|
|
Subject:
Exact CSV file format specification (as exported from Microsoft Office 2002)
Category: Computers > Programming Asked by: tomazos-ga List Price: $5.00 |
Posted:
26 Jul 2004 23:50 PDT
Expires: 25 Aug 2004 23:50 PDT Question ID: 379536 |
I'm looking for the technical file format specification for the "CSV format" as reffered to in Microsoft Excel and Microsoft Outlook as: 1. "Comma Seperated Values (DOS)" Outlook 2002 on Win XP File menu > Import and Export > Export to file 2. "Comma Seperated Values (Windows)" Outlook 2002 on Win XP File menu > Import and Export > Export to file 3. "CSV (Comma delimited)" Microsoft Excel 2002 on Win XP File menu > Save as 4. "CSV (MS-DOS)" Microsoft Excel 2002 on Win XP File menu > Save as 5. "CSV (Macintosh)" Microsoft Excel 2002 on Win XP File menu > Save as What is the precise character set, format and escape characters that each of these five file formats uses? |
|
There is no answer at this time. |
|
Subject:
Re: Exact CSV file format specification (as exported from Microsoft Office 2002)

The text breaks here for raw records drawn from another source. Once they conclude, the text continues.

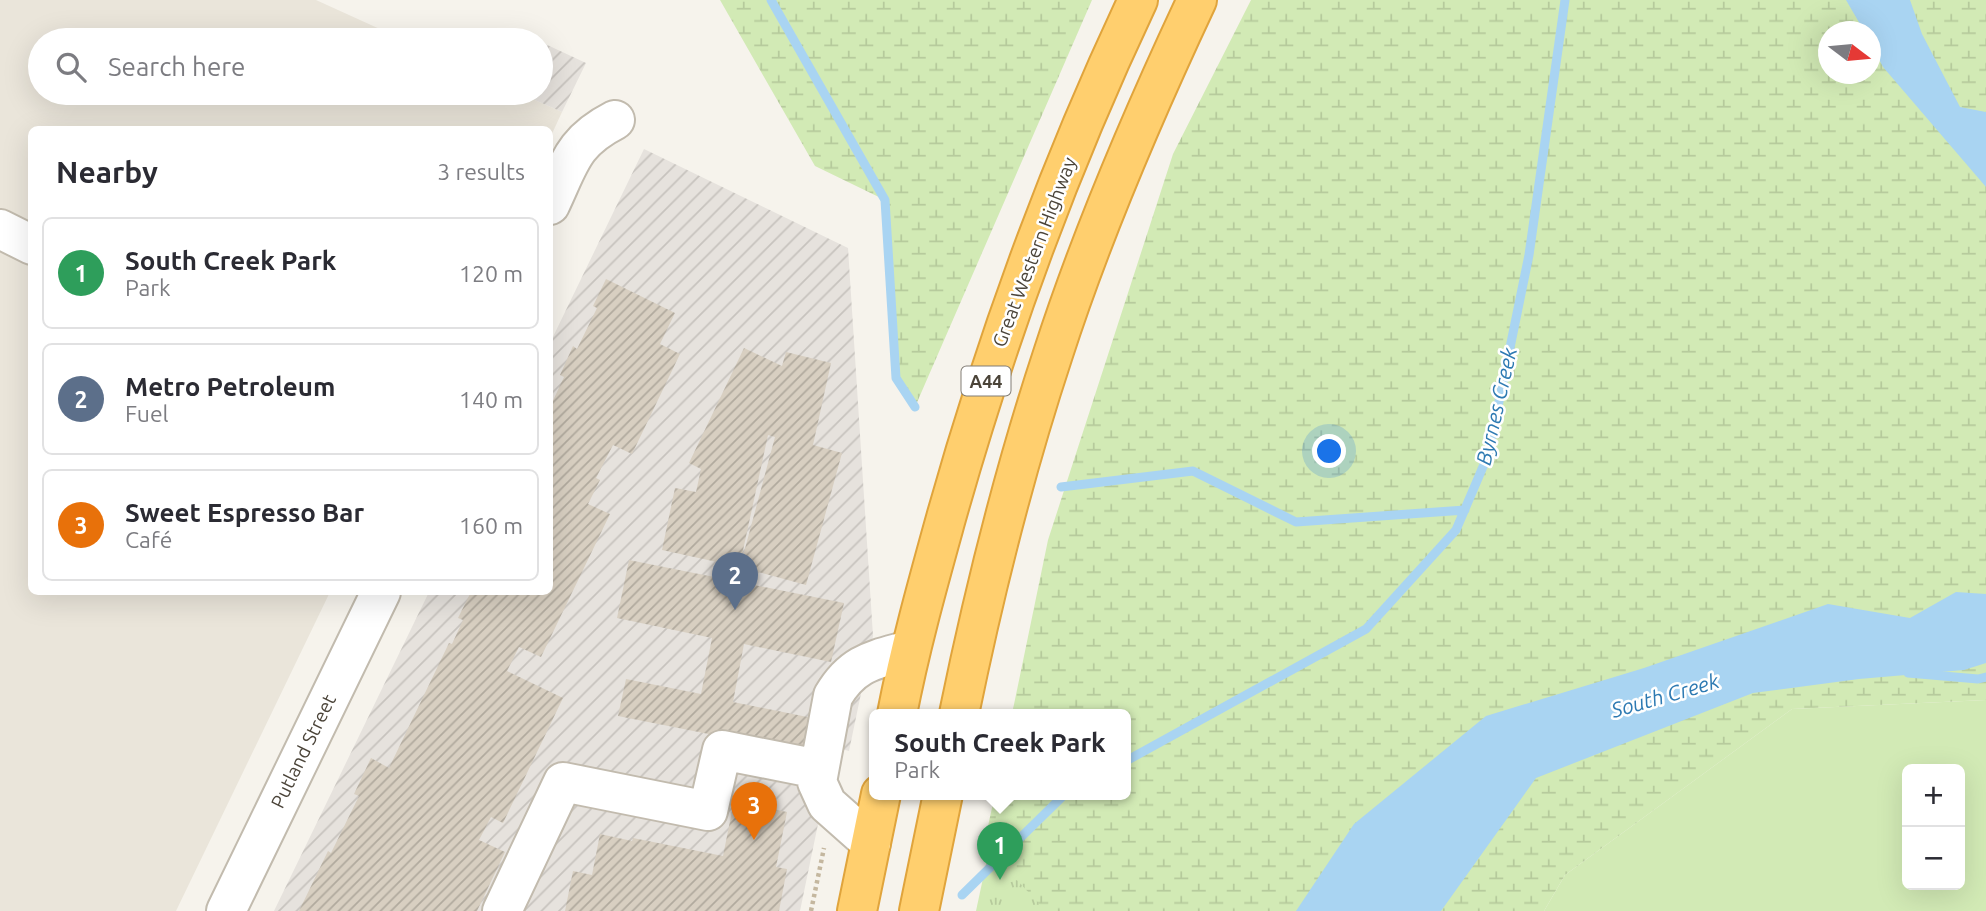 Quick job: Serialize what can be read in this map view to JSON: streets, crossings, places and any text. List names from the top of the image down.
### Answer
{
  "streets": {
    "highway": ["Great Western Highway", "A44"],
    "street": ["Putland Street"]
  },
  "water": ["Byrnes Creek", "South Creek"],
  "north": "right",
  "page": {
    "search": "Search here",
    "heading": ["Nearby", "3 results"],
    "list": [
      {
        "mark": "1",
        "name": "South Creek Park",
        "note": "Park",
        "value": "120 m"
      },
      {
        "mark": "2",
        "name": "Metro Petroleum",
        "note": "Fuel",
        "value": "140 m"
      },
      {
        "mark": "3",
        "name": "Sweet Espresso Bar",
        "note": "Café",
        "value": "160 m"
      }
    ],
    "pins": ["2", "3", "1"],
    "popup": ["South Creek Park", "Park"],
    "map_buttons": ["+", "−"]
  }
} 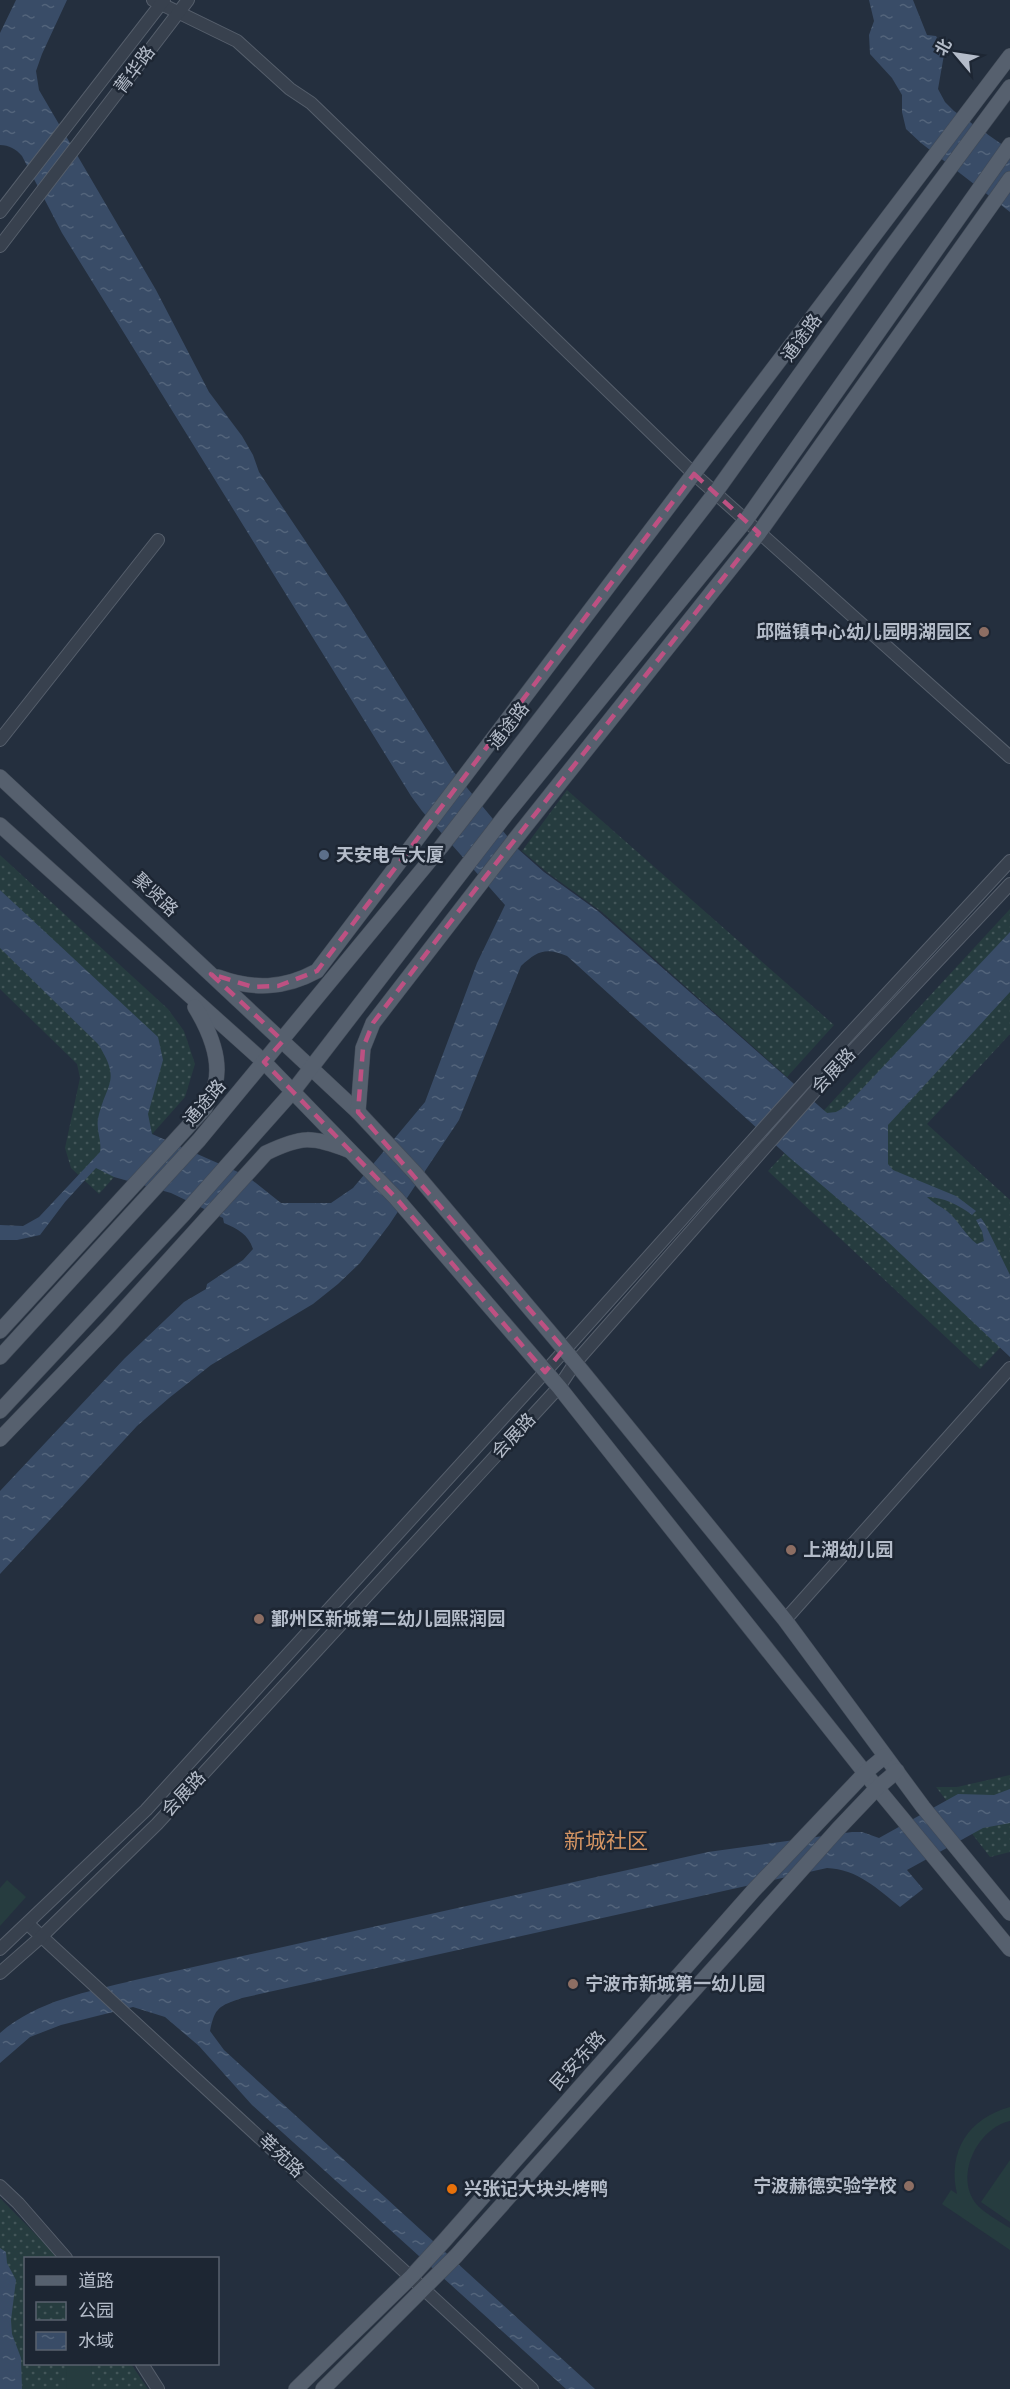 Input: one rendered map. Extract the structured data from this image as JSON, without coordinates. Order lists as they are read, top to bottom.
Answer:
{
  "streets": {
    "main road": ["通途路", "聚贤路", "民安东路"],
    "street": ["菁华路", "会展路", "莘苑路"]
  },
  "crossings": [
    ["通途路", "聚贤路"],
    ["聚贤路", "会展路"],
    ["聚贤路", "民安东路"],
    ["会展路", "莘苑路"],
    ["民安东路", "莘苑路"]
  ],
  "districts": ["新城社区"],
  "places": [
    "邱隘镇中心幼儿园明湖园区",
    "天安电气大厦",
    "上湖幼儿园",
    "鄞州区新城第二幼儿园熙润园",
    "宁波市新城第一幼儿园",
    "宁波赫德实验学校",
    "兴张记大块头烤鸭"
  ],
  "legend": ["道路", "公园", "水域"],
  "north": "top left"
}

From: dreamboat-ga on 27 Jul 2004 08:30 PDT |
Perhaps I misunderstand the question because I'm not sure what "format" and "escape" characters are. However, to my knowledge, CSV files are nothing more than ascii text files, which means the font is courier and 12 pt. If necessary, I am happy to create a sample file, except from a Mac of course. |
Subject:
Re: Exact CSV file format specification (as exported from Microsoft Office 2002)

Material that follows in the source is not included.